Diabetes has its share of embarrassing conditions associated with it. Some of these conditions can be prevented through good blood glucose management.
However, the presence of other conditions may increase the likelihood of these conditions appearing. Whatever your condition, it's useful to remember that there is help for most of them.
Incontinence is a relatively common embarrassing condition. Whilst frequently associated with old age, a number of reasons exist which affect people of all ages.
Hyperglycemia, associated with diabetes, and autonomic neuropathy can both affect urinary incontinence to some degree.
There are a few aspects of diabetes which increase the likelihood of suffering diarrhoea. These range from the side effects of certain medications, including metformin and statins, through to nerve damage which can result in inconsistent bowel movements.
On the other side of the coin is constipation, which can be embarrassing if you need to explain the discomfort or difficulties you’re experiencing as a result.
Constipation may be related to diet but can also be affected by other conditions including coeliac disease, IBS and colon cancer.
Thrush is a yeast infection which can develop around the genitals, the mouth or sometimes at the location of folds of skin such as the armpits.
Thrush can be more common in people with diabetes that are consistently experiencing blood sugar levels that are too high.
Treatments are available for thrush and keeping blood glucose levels under good control can also help to minimise the effects of thrush and help prevent it returning.
Lipohypertrophy is when lumpy areas appear on the skin as a result of frequent injections into the same area of skin.
Lipohypertrophy can cause embarrassment and some people wish to cover up an affected area of skin.
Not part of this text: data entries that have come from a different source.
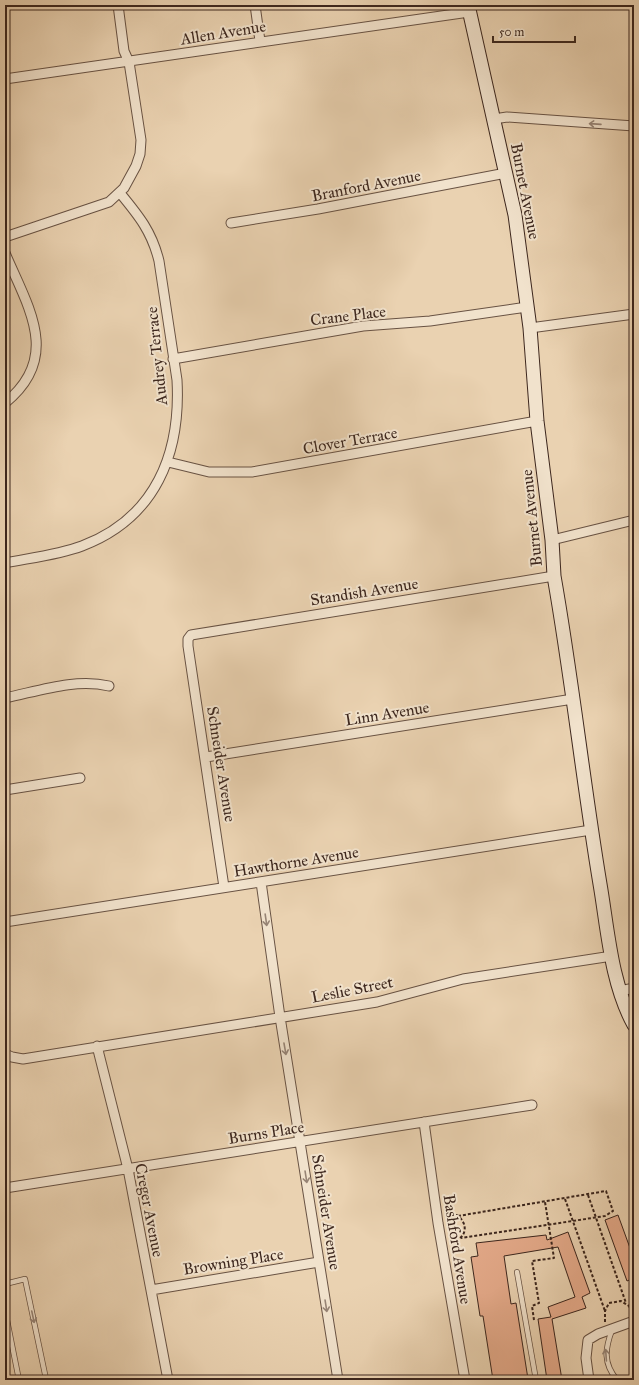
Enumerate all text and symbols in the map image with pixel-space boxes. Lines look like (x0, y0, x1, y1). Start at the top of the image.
street label: Allen Avenue (178, 16, 267, 49)
scale bar (493, 18, 575, 44)
text: 50 m (499, 25, 524, 39)
one-way arrow (589, 120, 602, 127)
street label: Burnet Avenue (507, 141, 544, 241)
street label: Branford Avenue (310, 166, 423, 205)
street label: Crane Place (309, 301, 387, 330)
street label: Audrey Terrace (142, 305, 171, 407)
street label: Clover Terrace (302, 423, 399, 458)
street label: Burnet Avenue (517, 468, 546, 567)
street label: Standish Avenue (309, 574, 420, 609)
street label: Linn Avenue (344, 697, 431, 730)
street label: Schneider Avenue (203, 705, 240, 824)
street label: Hawthorne Avenue (232, 842, 360, 881)
one-way arrow (262, 913, 270, 926)
street label: Leslie Street (310, 972, 395, 1007)
one-way arrow (281, 1042, 289, 1055)
street label: Burns Place (227, 1117, 306, 1148)
street label: Schneider Avenue (308, 1153, 345, 1272)
street label: Creger Avenue (130, 1162, 168, 1259)
one-way arrow (302, 1170, 310, 1183)
street label: Bashford Avenue (439, 1193, 476, 1306)
street label: Browning Place (182, 1244, 285, 1280)
one-way arrow (322, 1299, 330, 1312)
one-way arrow (29, 1310, 37, 1323)
one-way arrow (603, 1349, 610, 1362)

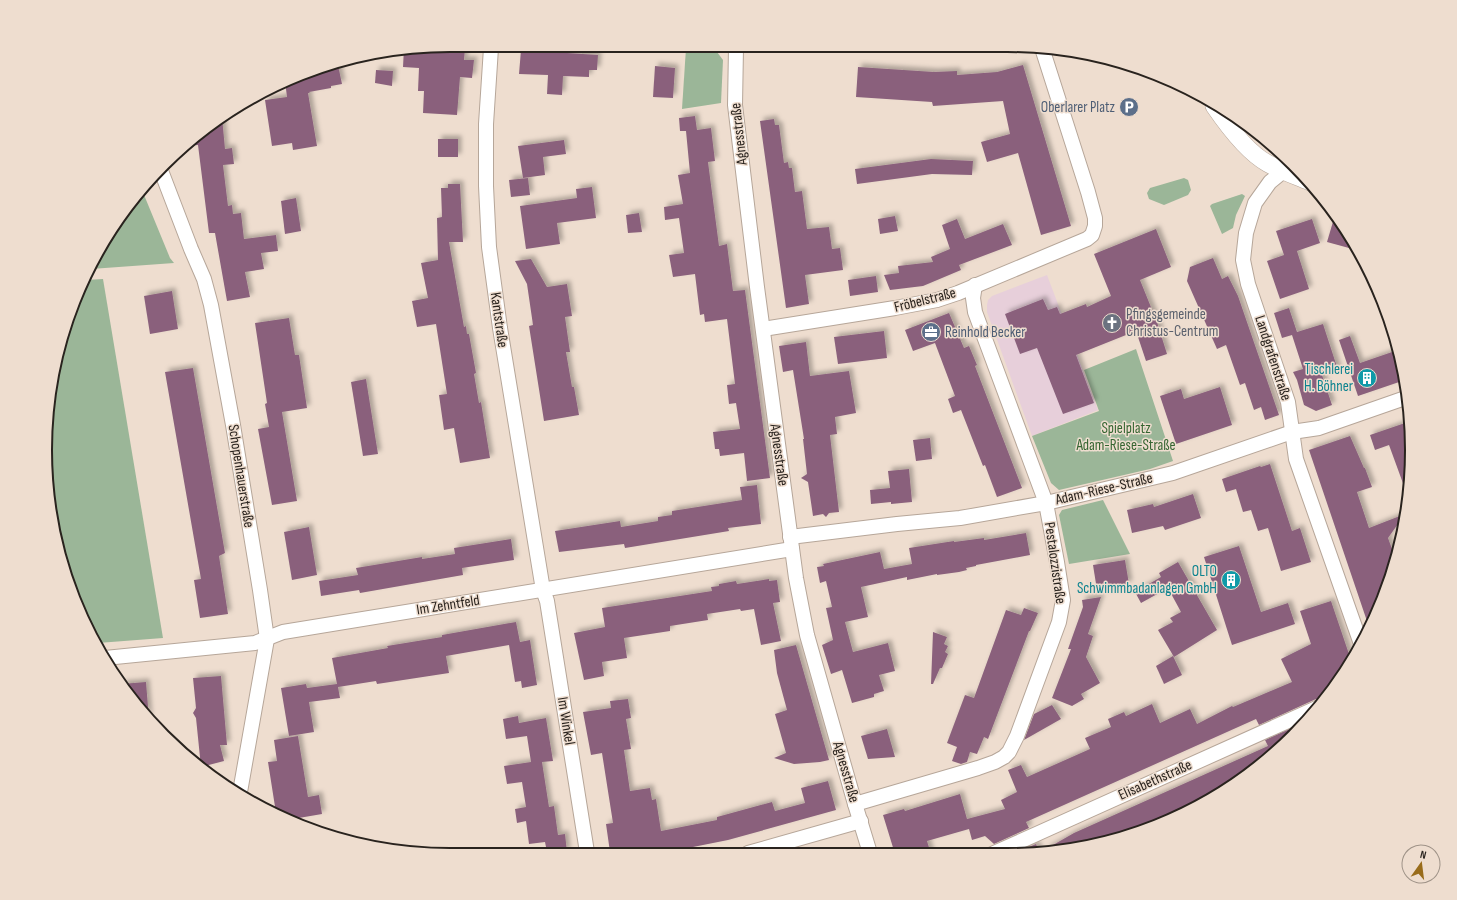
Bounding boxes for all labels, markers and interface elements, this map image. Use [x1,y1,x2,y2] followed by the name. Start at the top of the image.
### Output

The affected area will usually heal itself as long as the area isn’t injected into for a period of a few months.
Acanthosis nigricans is a skin condition that is associated with type 2 diabetes. Acanthosis nigricans is noticeable by darkened areas or lines typically located at folds in the skin such as around the neck armpits and groin. The darkened appearance can fade if the underlying condition is treated.
Foot ulcers in people with diabetes is the most common reason for amputation in the UK. It is therefore important not to ignore foot damage but to immediate seek medical advice. Early treatment of foot ulcers can very significantly reduce the chance of amputation.
Gum disease develops gradually over time but if allowed to continue can lead to uneven teeth, a receding gum line, bad breath and loss of teeth. As with many health conditions linked with diabetes, good blood glucose control can help to slow down the development of gum disease.
Good oral hygiene and regular visits to the dentist are essential to prevent gum disease from becoming serious.
Sexual difficulties can often be difficult to accept, and can be difficult to talk about too, but there are a number of treatments available which could help to reignite your love life.